In patients with LMCA lesions there is limited evidence of an advantage of the sirolimus and of the paclitaxel coated DES vs. CABG with respect to higher survival rate without myocardial infarction or stroke at one year, however, a disadvantage with respect to higher revascularisation-rates in follow-up up to two years after performed interventions.
Limited evidence exists also for an advantage of the DES implantations with sirolimus coated Cypher-Stent vs. CABG operation in patients with multivessel disease with respect to lower mortality and rate of myocardial infarctions at one year, however, for a disadvantage with respect to a higher revascularisation rate and the rate of repeated angina pectoris in follow-up up to two years after the primary intervention.
The identified evidence for the differences in efficacy of DES vs. CABG was derived from non-randomised cohort studies with middle-term follow-up and should be proven in long-term follow-up and in RCT.
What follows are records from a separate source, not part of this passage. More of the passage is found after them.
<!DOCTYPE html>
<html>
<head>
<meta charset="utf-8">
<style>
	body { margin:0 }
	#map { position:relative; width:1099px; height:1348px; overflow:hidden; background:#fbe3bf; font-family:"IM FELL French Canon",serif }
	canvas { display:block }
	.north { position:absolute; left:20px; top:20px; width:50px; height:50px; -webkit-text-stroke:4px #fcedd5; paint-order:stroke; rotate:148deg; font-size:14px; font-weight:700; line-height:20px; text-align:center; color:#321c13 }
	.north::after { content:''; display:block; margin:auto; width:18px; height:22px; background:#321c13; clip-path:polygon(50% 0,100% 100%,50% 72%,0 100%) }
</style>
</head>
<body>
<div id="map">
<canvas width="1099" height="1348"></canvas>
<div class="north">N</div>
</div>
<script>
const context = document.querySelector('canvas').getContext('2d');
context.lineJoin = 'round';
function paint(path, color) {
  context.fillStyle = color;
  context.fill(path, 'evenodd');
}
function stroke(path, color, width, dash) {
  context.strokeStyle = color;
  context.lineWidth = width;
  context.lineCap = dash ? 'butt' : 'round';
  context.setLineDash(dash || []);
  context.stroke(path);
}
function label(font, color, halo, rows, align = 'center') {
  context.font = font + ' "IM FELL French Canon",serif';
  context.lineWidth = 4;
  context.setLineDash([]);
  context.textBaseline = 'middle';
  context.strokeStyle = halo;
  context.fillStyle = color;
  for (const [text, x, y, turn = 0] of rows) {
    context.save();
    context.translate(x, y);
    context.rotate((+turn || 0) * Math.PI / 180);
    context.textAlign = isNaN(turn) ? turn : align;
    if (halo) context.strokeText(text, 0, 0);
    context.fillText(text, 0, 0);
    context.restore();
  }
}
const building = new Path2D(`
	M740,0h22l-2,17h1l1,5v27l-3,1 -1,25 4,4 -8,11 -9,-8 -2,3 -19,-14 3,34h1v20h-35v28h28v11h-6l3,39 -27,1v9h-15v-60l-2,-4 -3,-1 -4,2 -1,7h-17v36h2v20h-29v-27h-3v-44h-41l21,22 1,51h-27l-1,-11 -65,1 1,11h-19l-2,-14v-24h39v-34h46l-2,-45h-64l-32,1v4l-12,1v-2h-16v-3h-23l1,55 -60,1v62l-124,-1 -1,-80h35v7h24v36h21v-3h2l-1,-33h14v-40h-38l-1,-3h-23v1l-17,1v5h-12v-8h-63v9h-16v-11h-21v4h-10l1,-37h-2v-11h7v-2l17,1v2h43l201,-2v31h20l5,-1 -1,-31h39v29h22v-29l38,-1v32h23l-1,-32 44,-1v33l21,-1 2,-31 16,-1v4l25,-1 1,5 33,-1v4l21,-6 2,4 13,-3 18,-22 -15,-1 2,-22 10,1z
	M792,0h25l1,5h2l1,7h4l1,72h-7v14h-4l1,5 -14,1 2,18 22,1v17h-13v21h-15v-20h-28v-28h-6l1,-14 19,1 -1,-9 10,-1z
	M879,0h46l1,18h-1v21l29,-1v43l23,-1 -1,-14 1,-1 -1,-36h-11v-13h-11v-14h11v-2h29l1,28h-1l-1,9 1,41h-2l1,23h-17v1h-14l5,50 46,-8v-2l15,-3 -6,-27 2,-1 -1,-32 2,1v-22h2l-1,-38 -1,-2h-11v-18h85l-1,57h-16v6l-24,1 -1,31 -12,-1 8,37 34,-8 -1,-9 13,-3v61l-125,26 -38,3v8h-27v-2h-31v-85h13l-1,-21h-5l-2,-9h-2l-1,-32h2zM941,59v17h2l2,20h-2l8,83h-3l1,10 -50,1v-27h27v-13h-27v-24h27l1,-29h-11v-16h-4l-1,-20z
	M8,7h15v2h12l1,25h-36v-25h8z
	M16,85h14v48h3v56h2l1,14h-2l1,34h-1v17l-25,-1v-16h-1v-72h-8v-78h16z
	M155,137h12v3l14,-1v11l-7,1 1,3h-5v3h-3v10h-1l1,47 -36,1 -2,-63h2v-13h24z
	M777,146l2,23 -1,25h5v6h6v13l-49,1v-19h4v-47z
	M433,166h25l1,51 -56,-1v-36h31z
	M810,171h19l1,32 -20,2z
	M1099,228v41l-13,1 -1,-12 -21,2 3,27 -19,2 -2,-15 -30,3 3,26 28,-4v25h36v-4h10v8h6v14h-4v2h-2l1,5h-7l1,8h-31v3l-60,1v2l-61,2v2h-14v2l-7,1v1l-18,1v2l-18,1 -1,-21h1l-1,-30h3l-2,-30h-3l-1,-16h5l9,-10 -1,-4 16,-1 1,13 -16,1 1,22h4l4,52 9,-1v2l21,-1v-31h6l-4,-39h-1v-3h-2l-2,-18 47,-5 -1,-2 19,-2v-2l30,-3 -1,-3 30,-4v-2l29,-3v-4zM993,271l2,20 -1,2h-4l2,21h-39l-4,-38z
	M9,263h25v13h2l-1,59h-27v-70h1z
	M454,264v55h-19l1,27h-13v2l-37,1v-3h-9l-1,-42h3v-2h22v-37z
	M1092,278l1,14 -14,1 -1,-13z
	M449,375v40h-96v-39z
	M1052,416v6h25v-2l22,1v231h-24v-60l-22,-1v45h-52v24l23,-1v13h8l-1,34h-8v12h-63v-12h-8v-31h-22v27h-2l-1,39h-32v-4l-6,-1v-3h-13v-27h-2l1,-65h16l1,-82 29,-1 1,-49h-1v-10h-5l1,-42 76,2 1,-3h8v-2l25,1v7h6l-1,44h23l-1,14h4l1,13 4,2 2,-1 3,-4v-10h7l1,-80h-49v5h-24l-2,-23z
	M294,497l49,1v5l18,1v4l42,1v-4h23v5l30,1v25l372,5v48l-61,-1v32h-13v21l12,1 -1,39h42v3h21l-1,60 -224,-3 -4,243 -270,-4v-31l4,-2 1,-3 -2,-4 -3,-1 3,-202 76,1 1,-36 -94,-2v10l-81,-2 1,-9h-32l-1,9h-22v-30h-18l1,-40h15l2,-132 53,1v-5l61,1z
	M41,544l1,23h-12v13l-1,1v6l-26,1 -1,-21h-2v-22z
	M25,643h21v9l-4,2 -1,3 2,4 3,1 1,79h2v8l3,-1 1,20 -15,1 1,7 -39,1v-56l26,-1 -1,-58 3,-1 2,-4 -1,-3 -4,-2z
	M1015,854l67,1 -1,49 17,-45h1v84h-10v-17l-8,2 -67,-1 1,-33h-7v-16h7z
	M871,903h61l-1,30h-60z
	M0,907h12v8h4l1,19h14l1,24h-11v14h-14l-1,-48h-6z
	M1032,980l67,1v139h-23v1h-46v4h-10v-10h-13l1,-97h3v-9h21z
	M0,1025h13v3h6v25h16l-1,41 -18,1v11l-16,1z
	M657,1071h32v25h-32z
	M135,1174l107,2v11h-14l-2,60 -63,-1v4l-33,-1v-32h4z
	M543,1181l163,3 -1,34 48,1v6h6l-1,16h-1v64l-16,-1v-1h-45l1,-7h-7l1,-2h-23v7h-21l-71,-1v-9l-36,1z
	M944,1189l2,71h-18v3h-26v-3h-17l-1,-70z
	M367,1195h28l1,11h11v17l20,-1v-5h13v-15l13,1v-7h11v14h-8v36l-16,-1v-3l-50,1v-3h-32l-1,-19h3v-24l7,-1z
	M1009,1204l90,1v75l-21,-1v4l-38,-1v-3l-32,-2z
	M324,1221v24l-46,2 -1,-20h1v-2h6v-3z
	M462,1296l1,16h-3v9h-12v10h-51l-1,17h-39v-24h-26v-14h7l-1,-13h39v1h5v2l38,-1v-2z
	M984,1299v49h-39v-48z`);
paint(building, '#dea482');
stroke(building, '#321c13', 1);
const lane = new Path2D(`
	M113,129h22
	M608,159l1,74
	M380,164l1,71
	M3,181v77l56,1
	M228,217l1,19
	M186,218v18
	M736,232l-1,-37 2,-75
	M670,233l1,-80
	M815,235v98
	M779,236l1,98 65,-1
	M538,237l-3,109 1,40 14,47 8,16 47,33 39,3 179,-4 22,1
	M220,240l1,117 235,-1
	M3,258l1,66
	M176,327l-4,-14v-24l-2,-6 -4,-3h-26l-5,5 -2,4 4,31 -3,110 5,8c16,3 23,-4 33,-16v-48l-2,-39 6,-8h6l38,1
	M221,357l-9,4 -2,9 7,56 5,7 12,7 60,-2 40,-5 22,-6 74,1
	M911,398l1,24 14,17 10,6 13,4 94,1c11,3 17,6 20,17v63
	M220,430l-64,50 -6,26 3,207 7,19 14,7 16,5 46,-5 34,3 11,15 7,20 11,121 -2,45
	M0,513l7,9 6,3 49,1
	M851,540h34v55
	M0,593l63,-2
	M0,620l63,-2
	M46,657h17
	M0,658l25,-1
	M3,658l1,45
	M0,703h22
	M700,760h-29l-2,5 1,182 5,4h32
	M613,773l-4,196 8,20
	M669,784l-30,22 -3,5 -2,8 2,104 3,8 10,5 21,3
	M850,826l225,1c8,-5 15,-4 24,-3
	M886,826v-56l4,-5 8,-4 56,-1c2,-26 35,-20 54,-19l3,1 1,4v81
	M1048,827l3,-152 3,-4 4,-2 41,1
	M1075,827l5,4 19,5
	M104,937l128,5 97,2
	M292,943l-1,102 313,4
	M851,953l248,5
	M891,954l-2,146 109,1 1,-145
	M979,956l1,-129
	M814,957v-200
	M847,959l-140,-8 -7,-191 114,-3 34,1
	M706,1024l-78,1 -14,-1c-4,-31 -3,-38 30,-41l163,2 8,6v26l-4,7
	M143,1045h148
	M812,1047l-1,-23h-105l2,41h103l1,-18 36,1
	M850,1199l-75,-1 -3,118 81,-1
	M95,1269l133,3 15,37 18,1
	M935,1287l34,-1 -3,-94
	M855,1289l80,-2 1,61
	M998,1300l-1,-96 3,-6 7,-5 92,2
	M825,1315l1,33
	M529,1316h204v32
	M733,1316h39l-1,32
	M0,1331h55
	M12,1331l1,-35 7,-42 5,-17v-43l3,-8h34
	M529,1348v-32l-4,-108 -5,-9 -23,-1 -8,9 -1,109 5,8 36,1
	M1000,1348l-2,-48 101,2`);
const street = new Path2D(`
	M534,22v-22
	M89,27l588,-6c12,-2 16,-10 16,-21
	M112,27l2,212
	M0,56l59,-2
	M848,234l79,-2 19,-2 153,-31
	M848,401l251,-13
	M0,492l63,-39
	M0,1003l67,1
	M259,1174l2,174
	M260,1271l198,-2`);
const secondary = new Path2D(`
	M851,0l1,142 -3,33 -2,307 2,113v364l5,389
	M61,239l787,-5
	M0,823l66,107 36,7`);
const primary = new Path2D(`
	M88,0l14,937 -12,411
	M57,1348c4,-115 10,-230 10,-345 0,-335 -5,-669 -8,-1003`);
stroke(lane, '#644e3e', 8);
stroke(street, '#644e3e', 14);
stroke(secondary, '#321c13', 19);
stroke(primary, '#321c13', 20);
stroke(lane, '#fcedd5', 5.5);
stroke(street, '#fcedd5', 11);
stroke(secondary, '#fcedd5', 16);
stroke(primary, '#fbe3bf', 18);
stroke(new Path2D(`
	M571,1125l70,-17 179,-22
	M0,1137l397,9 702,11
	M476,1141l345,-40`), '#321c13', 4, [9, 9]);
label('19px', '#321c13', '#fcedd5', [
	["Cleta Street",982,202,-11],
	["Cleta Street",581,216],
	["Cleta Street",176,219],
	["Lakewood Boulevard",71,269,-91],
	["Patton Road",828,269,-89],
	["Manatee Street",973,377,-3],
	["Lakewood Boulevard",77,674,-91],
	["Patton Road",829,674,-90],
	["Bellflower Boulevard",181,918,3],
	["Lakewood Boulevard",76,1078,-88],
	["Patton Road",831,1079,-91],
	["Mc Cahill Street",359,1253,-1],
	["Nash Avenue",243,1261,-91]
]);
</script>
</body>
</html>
The evidence for a possible economic advantage of DES implantation vs. CABG in multivessel disease at one and three years after the primary intervention is also limited and should be proven on the basis of RCT. As far as this hypothesis is not confirmed in appropriate RCT, none of the interventions should be preferred from a health economic view.
There is no evidence for specific ethic, social or legal consequences of DES use. The independence and the privacy of the patients should only be restricted as low as possible. An informed consent of the patients is important and should be documented.